There are a number of parts to this. First of all, the pure mechanics of looting stuff.
Stealing things would often come under the Burglary and Stealth skills, but other skills might get involved too.
Find a likely target (Contacts), observe it to find the best time and way to break in (Burglary, creating an aspect to use later if needed), pick the lock to get in (Burglary), avoid being spotted by the security patrols (Stealth), open the safe (Burglary) and then get away with the proceeds.
Fencing the valuables needs someone to buy the item (a Contacts roll is likely to solve that one) and then to convince them that they should give the character a good deal (and not cheat them, betray them, or decide that they are too dangerous to go anywhere near).
So Resources hasn't actually come into it until now. You use Resources to buy things, not to steal or sell them.
Having got the goods and found someone who will take them: What now?

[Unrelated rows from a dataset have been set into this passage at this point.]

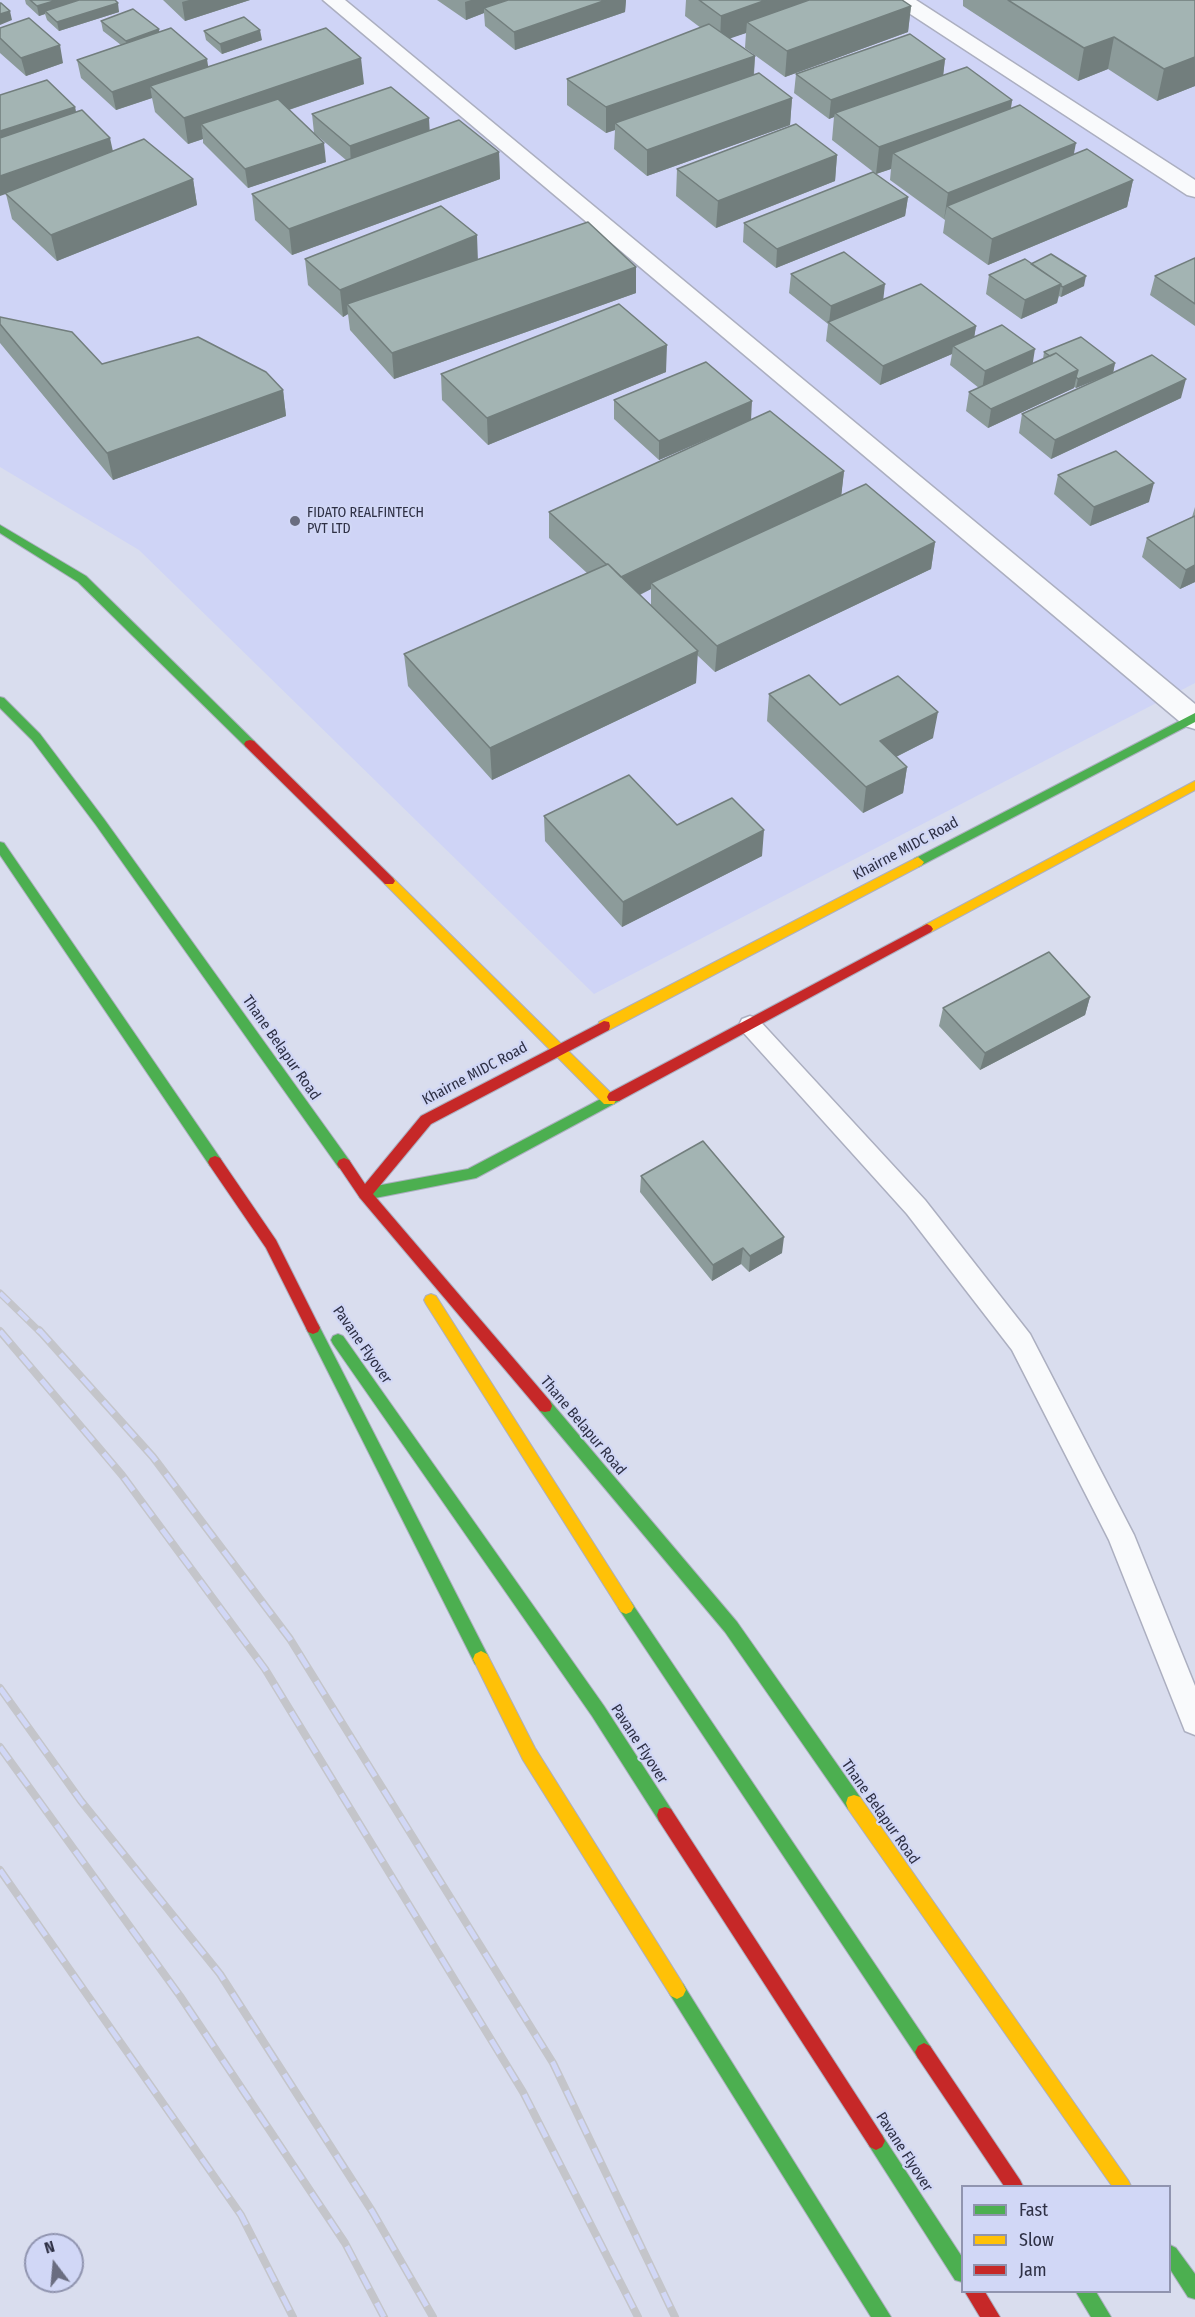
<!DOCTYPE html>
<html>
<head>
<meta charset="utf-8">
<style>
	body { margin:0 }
	#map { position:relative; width:1195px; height:2317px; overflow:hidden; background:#d9ddee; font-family:"Fira Sans Condensed",sans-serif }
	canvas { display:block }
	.legend { position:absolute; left:961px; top:2185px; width:210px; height:108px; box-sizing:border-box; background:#d1d7f6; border:2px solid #9094af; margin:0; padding:8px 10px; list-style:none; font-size:18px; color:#2e3045 }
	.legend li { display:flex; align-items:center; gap:12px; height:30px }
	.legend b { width:30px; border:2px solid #9094af }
	.north { position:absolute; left:24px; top:2233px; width:60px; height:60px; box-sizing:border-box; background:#d1d7f6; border:2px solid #9094af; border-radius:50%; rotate:344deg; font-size:16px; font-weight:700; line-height:24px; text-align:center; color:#2e3045 }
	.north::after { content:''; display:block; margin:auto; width:21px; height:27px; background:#6a6d80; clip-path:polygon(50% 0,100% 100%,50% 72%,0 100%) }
</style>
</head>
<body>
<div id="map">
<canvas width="1195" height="2317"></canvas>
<ul class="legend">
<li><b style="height:8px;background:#4caf50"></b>Fast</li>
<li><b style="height:8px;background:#ffc107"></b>Slow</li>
<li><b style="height:8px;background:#c62828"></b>Jam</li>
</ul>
<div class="north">N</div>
</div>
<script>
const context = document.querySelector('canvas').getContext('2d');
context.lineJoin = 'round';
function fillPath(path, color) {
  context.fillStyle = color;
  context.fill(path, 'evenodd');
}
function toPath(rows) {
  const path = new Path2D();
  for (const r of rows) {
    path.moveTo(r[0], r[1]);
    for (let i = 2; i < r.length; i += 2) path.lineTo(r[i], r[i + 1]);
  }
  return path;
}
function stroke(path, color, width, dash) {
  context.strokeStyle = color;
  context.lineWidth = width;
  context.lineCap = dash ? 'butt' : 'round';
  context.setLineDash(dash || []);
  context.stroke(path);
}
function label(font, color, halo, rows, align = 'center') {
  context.font = font + ' "Fira Sans Condensed",sans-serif';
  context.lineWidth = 4.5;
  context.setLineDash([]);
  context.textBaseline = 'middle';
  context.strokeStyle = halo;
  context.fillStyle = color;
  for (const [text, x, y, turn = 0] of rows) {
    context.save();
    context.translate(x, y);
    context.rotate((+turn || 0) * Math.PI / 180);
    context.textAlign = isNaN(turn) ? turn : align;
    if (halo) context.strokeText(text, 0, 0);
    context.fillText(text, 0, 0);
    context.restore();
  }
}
const built = toPath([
	[0,0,1195,0,1195,683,594,994,139,550,0,467]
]);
const lane = toPath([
	[750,1016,758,1019,925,1200,1030,1334,1134,1535,1195,1686,1195,1735,1185,1731,1109,1540,1012,1350,907,1214,742,1031,739,1025,742,1019,750,1016]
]);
const street = toPath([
	[323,0,345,0,1195,704,1195,729,1185,726,323,0],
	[892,0,916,0,1195,180,1195,197,1187,195,895,4,892,0]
]);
const fast = toPath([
	[0,525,86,576,254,741,256,744,254,747,246,747,78,582,0,533,0,525],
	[0,697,4,698,40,734,104,819,349,1160,351,1164,349,1168,339,1168,96,825,32,740,0,708,0,697],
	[1195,713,1195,722,922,865,918,867,912,862,914,859,1195,713],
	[0,842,4,843,220,1158,222,1162,220,1166,210,1166,0,855,0,842],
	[614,1092,619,1093,621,1097,619,1101,476,1178,365,1200,360,1198,358,1194,360,1190,365,1188,468,1169,614,1092],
	[313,1322,318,1324,487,1654,489,1659,487,1664,481,1667,475,1664,306,1328,308,1324,313,1322],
	[338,1334,343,1336,604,1706,671,1809,673,1815,671,1821,665,1823,659,1821,592,1716,333,1344,331,1340,333,1336,338,1334],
	[545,1400,550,1401,737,1622,860,1797,862,1803,860,1809,854,1811,848,1809,725,1632,540,1411,538,1406,540,1401,545,1400],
	[626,1600,631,1602,930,2046,933,2052,930,2058,924,2061,918,2058,621,1612,618,1607,621,1602,626,1600],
	[677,1981,683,1984,891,2317,871,2317,671,1996,668,1990,671,1984,677,1981],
	[876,2132,882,2135,962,2257,962,2282,955,2280,870,2147,867,2141,870,2135,876,2132],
	[1170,2245,1176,2248,1195,2274,1195,2299,1188,2297,1170,2269,1170,2245],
	[1076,2292,1096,2292,1111,2317,1091,2317,1076,2292]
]);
const slow = toPath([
	[1195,781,1195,790,931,932,923,932,921,929,923,926,1195,781],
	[918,857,924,862,922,865,609,1030,599,1030,598,1026,599,1022,918,857],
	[389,876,393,878,614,1096,616,1100,614,1104,604,1104,385,884,383,881,389,876],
	[431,1294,436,1296,631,1602,634,1607,631,1612,626,1614,621,1612,426,1304,424,1300,426,1296,431,1294],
	[481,1651,487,1654,535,1748,683,1984,686,1990,683,1996,677,1999,671,1996,523,1760,473,1659,475,1654,481,1651],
	[854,1795,860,1797,1128,2180,1131,2186,1112,2186,848,1809,846,1803,848,1797,854,1795]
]);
const jam = toPath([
	[250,740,254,741,393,878,395,881,393,884,385,884,246,747,244,744,246,741,250,740],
	[927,924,931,926,933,929,931,932,619,1101,609,1101,607,1097,609,1093,927,924],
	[604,1021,609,1022,610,1026,609,1030,431,1124,373,1194,550,1401,552,1406,550,1411,545,1412,540,1411,360,1198,337,1164,339,1160,344,1158,349,1160,365,1184,421,1116,604,1021],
	[215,1156,220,1158,276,1240,320,1328,318,1332,313,1334,308,1332,266,1248,210,1166,208,1162,210,1158,215,1156],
	[665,1807,671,1809,882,2135,885,2141,882,2147,876,2150,870,2147,659,1821,657,1815,659,1809,665,1807],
	[924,2043,930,2046,1020,2180,1023,2186,1004,2186,918,2058,915,2052,918,2046,924,2043],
	[965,2292,985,2292,1000,2317,980,2317,965,2292]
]);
const railFar1 = toPath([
	[0,1293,40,1332]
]);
const rail = toPath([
	[39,1330,153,1457,290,1639,553,2063,675,2317],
	[0,1331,122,1475,265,1669,523,2092,638,2317],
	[0,1688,81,1801,220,1974,372,2211,433,2317],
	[0,1747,180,1996,345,2243,384,2317],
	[0,1870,241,2215,293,2317]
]);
const wall = toPath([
	[25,0,115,0,119,12,59,31,47,20,45,14,39,16,26,4],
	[163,0,250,0,185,21],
	[437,0,626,0,625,12,515,50,485,26,484,13,466,20],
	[686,0,902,0,911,6,908,32,785,77,745,48,746,33,729,38,755,56,754,75,792,98,790,125,647,176,614,149,615,130,606,133,567,105,567,79,701,28,685,16],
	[963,0,1195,0,1195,86,1157,101,1108,69,1078,81,963,6],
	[101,21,159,29,159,32,208,67,364,84,289,110,326,162,248,188,203,143,203,139,188,144,155,112,152,98,116,110,81,78,77,60,121,45,103,31],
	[0,28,63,63,26,76,0,53],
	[204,31,262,40,222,54,206,40],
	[945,59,943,75,1012,100,1011,108,1074,155,1133,180,1127,207,988,265,943,233,945,220,890,180,891,169,876,174,832,140,834,117,829,119,794,93,796,74],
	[75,107,76,112,113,151,193,179,197,205,57,261,12,219,6,194],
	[312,114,429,130,499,152,500,179,292,255,255,220,252,194,346,160,314,133],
	[837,155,835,181,716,228,676,196,677,169],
	[908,197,905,216,776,268,743,242,744,223],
	[1195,258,1195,326,1150,295,1155,276],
	[305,259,478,259,636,267,636,293,394,379,350,330,348,314,343,317,308,285],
	[1031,264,1084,286,1061,297,1059,296,1057,303,1021,319,986,294,989,275],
	[791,274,976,326,974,337,1032,364,1043,359,1044,352,1115,363,1113,373,1076,388,1074,387,1074,388,988,428,966,411,969,392,979,388,950,365,952,354,880,385,826,341,828,324,789,293],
	[0,324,102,364,283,390,286,416,113,480,0,343],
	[666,372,488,445,442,400,441,374],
	[1181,398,1051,459,1019,433,1022,414],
	[614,400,751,420,844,471,841,496,935,542,931,569,715,672,697,655,696,683,492,780,408,686,404,654,587,573,549,538,549,512,733,428,659,460,614,419],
	[651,589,651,605,640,595],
	[1058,475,1149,502,1090,526,1054,494],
	[1195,507,1195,582,1180,589,1142,557,1147,538,1192,517],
	[769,694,840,705,933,738,896,757,907,767,903,793,863,813,767,721],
	[544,816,677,825,762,856,622,927,545,841],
	[1090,997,1085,1015,980,1070,939,1026,943,1008],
	[641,1176,782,1253,749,1272,741,1264,712,1281,640,1192]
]);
const shadedWall = toPath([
	[57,0,89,0,45,11,45,14,39,16,37,6],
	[189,0,250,0,185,21,182,2],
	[471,0,520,0,484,8,484,13,466,20,465,2],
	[606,0,626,0,625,12,515,50,514,32],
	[766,0,838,0,747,22,746,33,720,42,721,16],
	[118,3,119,12,59,31,57,22],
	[911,6,908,32,785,77,787,51],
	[10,11,12,20,0,25,0,14],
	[159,29,160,38,128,50,126,41],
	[260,30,262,40,222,54,220,44],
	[1114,37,1108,69,1078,81,1084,48],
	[60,45,63,63,26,76,21,58],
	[755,56,753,82,615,123,615,130,606,133,606,107],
	[1195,57,1195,86,1157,101,1164,69],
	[361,58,364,84,212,136,201,124,203,139,188,144,184,118],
	[207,59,210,78,150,86,152,98,116,110,112,92],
	[945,59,943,77,835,113,834,117,829,119,831,100],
	[792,98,790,125,647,176,647,150],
	[1012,100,1008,126,893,153,891,169,876,174,879,147],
	[75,107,78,126,0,151,0,131],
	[429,118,430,136,351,165,350,146],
	[110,138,114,156,0,196,0,176],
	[324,143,326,162,248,188,245,169],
	[1076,143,1071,169,947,206,944,220,948,193],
	[499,152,500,179,292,255,289,229],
	[837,155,835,181,716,228,718,201],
	[193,179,197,205,57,261,51,235],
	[1133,180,1127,207,988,265,992,239],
	[908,197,905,216,776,268,777,249],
	[477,235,478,262,347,304,348,314,343,317,340,290],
	[636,267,636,293,394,379,392,353],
	[1086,276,1084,286,1061,297,1063,287],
	[885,284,883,302,829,323,831,306],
	[1061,284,1057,303,1021,319,1025,300],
	[976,326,973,345,953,346,952,354,880,385,883,366],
	[667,345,666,372,488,445,487,418],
	[1035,349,1032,368,982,390,985,371],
	[1115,363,1113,373,1076,388,1078,379],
	[1078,370,1074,388,988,428,991,409],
	[1186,379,1181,398,1051,459,1055,440],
	[283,390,286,416,113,480,107,453],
	[752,401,751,420,659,460,659,441],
	[844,471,841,498,651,583,651,589,620,604,620,578],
	[1154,483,1149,502,1090,526,1094,507],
	[935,542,931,569,715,672,717,646],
	[1195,565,1195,582,1180,589,1186,570],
	[698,651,696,683,492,780,490,748],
	[938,712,933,738,876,767,880,741],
	[907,767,903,793,863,813,866,787],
	[764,830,762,856,622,927,623,902],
	[1090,997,1085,1015,980,1070,985,1053],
	[784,1237,782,1253,749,1272,750,1256],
	[743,1248,741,1264,712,1281,713,1265]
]);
const building = toPath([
	[30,0,57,0,37,6,30,0],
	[79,0,115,0,118,3,57,22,45,11,79,0],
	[508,0,606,0,514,32,484,8,508,0],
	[699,0,766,0,721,16,699,0],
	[809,0,902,0,911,6,787,51,747,22,809,0],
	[1008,0,1195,0,1195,57,1164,69,1114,37,1084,48,1008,0],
	[0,3,1,3,10,11,0,14,0,3],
	[133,9,159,29,126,41,101,21,133,9],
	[244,17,260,30,220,44,204,31,244,17],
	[29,18,60,45,21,58,0,38,0,28,29,18],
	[709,24,755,56,606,107,567,79,709,24],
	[171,28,207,59,112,92,77,60,171,28],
	[326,28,361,58,184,118,150,86,326,28],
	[910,34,945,59,831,100,796,74,910,34],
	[967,67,1012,100,879,147,835,113,967,67],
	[759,73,792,98,647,150,615,123,759,73],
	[47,80,75,107,0,131,0,95,47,80],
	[391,87,429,118,350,146,312,114,391,87],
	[278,99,324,143,245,169,201,124,278,99],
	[1020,105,1076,143,948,193,893,153,1020,105],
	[82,110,110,138,0,176,0,138,82,110],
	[459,120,499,152,289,229,252,194,459,120],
	[796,124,837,155,718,201,677,169,796,124],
	[144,139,193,179,51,235,5,193,144,139],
	[1087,149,1133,180,992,239,947,206,1087,149],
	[873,172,908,197,777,249,744,223,873,172],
	[441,206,477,235,340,290,305,259,441,206],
	[588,222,636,267,392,353,347,304,588,222],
	[844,252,885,284,831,306,791,274,844,252],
	[1051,254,1086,276,1063,287,1061,286,1061,284,1031,264,1051,254],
	[1195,258,1195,304,1155,276,1195,258],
	[1025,259,1061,284,1025,300,989,275,1025,259],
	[921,284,976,326,883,366,828,322,921,284],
	[619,304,667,345,487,418,441,374,619,304],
	[0,317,72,332,102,364,198,337,266,372,283,390,107,453,0,324,0,317],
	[1002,325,1035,349,985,371,953,346,1002,325],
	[1081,337,1115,363,1078,379,1076,377,1078,370,1056,353,1050,356,1044,352,1081,337],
	[1056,353,1078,370,991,409,969,392,1056,353],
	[1152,355,1186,379,1055,440,1022,414,1152,355],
	[706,362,752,401,659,441,614,400,706,362],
	[770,411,844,471,621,577,608,564,606,564,549,512,770,411],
	[1116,451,1154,483,1094,507,1058,475,1116,451],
	[866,484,935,542,717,646,651,583,866,484],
	[1195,516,1195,565,1186,570,1147,538,1195,516],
	[608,564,698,651,490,748,404,654,608,564],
	[809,675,840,705,898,676,938,712,880,741,907,767,866,787,769,694,809,675],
	[629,775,677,825,732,798,764,830,623,902,544,816,629,775],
	[1049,952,1090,997,985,1053,943,1008,1049,952],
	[703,1141,784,1237,750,1256,743,1248,713,1265,641,1176,703,1141]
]);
const markers = [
	[295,521,6,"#6a6d80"]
];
const farPoinames = [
	["FIDATO REALFINTECH",307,513],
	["PVT LTD",307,529]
];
const streetNames = [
	["Khairne MIDC Road",906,849,-28],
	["Thane Belapur Road",281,1048,55],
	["Khairne MIDC Road",475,1074,-28],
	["Pavane Flyover",362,1345,55],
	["Thane Belapur Road",583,1426,50],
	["Pavane Flyover",639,1744,57],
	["Thane Belapur Road",880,1812,55],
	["Pavane Flyover",904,2152,57]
];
fillPath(built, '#cfd4f6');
stroke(lane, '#acafc0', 3);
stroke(street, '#acafc0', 3);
stroke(fast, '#acafc0', 2);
stroke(slow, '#acafc0', 2);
stroke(jam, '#acafc0', 2);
fillPath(lane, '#f9fafc');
fillPath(street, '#f9fafc');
fillPath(fast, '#4caf50');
fillPath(slow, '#ffc107');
fillPath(jam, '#c62828');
stroke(railFar1, '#c4c5ca', 7);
stroke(rail, '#c4c5ca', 8);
stroke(railFar1, '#d1d7f6', 4.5, [13]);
stroke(rail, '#d1d7f6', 5, [16]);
fillPath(wall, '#8c9b9a');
fillPath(shadedWall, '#727e7d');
fillPath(building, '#a3b4b3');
stroke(building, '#727e7d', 1.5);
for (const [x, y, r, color] of markers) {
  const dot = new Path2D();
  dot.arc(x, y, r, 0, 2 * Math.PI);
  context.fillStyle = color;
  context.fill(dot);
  stroke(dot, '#d1d7f6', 2);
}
label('14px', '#2e3045', '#d1d7f6', farPoinames, 'left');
label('15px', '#2e3045', '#d1d7f6', streetNames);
</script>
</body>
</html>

The player can't simply increase Resources. It is a skill, Fate doesn't usually permanently modify skills just for plot. Skills change at Milestones, and you can use "I've pulled off several burglaries" as in-fiction justification for the changes in skills you select at Milestones.
You can, however, give them an aspect. "Windfall from the Camberley Caper" can sit around until the character needs some cash and then be invoked for a bonus to a resources roll.
But mechanics aside, the real thing you need to do is to get you and the player on the same page about what sort of game you are doing.
"wanting to steal everything not nailed down and sell it off for cash" does sound like they are trying to play D&D. Now, D&D is a game where money and experience are closely linked. Get money, buy magic, kill monster, loot horde, buy bigger magic, kill bigger monster, and so on. That isn't Fate.
D&D is, at its core, a game about killing things and taking their stuff. That is what the mechanics support and that is what roleplay tends to be built on top of in that game.
Fate is a game that is much more focused on telling stories. There are plenty of stories about thieves, but the focus isn't on "wanting to steal everything not nailed down and sell it off for cash". The stories focus on the big jobs and leave the small stuff off screen.